* **Work instructions**
Among the following entries, how many lines hold the string "canvas"? State only the number.

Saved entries
- - - - -
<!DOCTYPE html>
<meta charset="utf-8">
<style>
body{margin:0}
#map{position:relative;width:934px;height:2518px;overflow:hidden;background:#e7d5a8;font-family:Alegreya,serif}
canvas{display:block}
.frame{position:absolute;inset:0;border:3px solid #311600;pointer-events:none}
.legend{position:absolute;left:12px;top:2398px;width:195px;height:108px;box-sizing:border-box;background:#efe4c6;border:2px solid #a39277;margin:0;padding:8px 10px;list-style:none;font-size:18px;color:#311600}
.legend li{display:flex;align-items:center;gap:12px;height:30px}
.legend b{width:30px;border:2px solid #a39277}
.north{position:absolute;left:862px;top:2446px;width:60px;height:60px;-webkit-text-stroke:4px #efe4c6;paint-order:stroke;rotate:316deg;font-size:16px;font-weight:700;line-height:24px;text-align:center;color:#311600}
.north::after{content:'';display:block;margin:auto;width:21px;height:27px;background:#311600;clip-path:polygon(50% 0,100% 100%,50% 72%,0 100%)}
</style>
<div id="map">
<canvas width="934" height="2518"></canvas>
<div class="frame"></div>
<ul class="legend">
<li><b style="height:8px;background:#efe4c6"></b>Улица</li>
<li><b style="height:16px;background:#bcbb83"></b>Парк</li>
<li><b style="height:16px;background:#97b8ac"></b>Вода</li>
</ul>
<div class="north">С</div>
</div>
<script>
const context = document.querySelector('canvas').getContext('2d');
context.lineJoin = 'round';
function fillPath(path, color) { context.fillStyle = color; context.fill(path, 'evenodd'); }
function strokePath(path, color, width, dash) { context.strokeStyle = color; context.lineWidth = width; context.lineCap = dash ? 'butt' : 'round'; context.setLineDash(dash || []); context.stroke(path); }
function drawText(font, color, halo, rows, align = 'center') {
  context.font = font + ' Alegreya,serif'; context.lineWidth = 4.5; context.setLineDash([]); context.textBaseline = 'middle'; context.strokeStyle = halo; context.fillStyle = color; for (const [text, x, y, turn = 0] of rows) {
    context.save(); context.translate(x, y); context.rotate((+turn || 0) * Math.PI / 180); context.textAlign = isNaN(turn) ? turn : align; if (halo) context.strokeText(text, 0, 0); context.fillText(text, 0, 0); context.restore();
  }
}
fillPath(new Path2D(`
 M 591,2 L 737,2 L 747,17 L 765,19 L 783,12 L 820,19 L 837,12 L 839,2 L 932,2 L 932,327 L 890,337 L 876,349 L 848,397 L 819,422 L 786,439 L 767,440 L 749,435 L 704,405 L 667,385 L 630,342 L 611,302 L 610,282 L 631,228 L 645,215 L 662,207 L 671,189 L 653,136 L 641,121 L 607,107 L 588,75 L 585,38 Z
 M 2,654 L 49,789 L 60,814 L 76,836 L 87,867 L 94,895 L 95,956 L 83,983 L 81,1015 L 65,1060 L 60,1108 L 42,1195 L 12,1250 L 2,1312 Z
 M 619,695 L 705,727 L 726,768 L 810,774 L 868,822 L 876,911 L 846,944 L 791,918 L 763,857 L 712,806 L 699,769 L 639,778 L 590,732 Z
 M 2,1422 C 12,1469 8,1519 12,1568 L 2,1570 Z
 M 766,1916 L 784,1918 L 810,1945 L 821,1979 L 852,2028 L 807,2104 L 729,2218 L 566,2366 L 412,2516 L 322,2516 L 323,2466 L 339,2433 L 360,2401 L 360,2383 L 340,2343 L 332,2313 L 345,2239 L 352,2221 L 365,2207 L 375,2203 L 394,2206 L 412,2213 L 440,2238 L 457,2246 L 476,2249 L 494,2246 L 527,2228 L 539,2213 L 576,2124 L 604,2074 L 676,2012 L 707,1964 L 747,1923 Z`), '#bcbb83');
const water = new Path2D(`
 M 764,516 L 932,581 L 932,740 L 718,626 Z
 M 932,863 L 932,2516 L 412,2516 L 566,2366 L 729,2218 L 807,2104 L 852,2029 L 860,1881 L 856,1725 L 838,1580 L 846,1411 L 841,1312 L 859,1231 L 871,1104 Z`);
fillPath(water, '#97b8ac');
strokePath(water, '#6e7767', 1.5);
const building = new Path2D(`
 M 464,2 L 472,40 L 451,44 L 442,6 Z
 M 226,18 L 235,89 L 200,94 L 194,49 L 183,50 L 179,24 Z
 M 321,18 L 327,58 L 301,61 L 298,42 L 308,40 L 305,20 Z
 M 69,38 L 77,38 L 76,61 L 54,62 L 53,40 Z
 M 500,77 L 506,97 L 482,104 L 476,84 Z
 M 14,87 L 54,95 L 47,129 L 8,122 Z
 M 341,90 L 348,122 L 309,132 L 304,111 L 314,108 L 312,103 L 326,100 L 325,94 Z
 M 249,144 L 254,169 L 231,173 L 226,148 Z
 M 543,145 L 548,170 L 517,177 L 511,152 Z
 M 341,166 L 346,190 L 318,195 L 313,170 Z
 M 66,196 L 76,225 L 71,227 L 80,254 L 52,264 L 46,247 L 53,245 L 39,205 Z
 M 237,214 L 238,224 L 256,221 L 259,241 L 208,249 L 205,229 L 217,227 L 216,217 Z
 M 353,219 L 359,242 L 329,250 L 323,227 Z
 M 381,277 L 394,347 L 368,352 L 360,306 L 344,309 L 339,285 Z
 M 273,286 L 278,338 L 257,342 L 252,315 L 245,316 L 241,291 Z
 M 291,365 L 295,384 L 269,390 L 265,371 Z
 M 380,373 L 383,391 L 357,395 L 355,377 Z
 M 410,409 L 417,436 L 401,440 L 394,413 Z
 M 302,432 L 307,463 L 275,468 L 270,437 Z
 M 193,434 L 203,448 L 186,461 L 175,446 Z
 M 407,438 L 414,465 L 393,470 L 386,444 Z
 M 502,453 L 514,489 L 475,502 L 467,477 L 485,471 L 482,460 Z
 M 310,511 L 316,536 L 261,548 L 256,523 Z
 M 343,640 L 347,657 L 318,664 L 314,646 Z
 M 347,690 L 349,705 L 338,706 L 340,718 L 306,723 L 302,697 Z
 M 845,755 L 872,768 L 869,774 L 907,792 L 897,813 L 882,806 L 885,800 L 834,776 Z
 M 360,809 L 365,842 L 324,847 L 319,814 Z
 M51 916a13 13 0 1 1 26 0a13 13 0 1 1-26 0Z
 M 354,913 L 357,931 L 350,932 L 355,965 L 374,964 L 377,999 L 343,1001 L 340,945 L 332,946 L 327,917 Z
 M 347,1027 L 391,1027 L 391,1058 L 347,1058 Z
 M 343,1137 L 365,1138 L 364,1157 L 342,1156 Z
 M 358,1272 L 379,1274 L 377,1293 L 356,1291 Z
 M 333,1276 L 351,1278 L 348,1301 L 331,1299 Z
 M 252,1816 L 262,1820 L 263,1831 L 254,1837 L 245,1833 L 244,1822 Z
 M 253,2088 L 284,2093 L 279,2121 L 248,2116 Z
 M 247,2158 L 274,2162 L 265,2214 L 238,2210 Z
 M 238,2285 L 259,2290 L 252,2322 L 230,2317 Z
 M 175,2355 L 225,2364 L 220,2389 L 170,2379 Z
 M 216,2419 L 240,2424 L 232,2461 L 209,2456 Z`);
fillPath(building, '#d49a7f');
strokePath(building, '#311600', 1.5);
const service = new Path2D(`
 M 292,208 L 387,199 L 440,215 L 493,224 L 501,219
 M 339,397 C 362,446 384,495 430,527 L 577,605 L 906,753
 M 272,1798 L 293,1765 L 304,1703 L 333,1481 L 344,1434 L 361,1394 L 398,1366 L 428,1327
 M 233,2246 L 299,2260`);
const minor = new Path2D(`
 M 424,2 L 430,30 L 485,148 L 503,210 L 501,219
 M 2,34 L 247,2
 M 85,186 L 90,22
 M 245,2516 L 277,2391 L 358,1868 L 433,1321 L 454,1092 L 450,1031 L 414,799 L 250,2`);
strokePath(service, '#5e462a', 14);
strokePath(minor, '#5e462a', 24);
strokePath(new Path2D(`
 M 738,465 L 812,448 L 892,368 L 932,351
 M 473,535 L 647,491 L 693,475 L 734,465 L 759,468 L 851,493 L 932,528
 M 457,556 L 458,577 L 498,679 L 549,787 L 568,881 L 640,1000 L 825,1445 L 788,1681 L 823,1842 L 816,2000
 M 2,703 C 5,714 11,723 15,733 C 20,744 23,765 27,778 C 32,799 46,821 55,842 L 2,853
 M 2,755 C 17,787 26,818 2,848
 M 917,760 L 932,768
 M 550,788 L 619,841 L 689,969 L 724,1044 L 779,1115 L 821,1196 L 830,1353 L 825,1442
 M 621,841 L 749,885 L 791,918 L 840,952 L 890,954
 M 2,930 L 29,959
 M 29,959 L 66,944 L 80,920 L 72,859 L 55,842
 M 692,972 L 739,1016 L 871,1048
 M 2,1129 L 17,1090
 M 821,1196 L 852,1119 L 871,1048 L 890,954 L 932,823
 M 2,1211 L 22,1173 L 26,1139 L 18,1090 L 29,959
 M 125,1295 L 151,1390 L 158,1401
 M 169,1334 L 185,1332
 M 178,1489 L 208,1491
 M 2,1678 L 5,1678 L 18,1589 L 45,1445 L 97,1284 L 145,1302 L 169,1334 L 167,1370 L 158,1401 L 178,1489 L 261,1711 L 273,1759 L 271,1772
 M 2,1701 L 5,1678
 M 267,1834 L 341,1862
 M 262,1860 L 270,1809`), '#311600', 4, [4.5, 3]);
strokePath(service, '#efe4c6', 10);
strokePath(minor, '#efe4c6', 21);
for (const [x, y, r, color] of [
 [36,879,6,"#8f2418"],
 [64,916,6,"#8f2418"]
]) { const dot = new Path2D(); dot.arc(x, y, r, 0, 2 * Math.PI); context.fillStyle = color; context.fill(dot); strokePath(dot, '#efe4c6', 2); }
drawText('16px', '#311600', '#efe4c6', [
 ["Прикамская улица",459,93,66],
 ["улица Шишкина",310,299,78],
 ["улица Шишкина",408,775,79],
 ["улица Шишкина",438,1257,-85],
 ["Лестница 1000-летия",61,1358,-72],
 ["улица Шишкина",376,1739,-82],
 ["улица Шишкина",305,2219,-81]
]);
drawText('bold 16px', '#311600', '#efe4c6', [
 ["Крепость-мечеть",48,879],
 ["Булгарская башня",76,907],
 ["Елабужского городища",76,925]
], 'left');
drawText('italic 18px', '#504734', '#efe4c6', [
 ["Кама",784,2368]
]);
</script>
- - - - -
* **Your solution**
3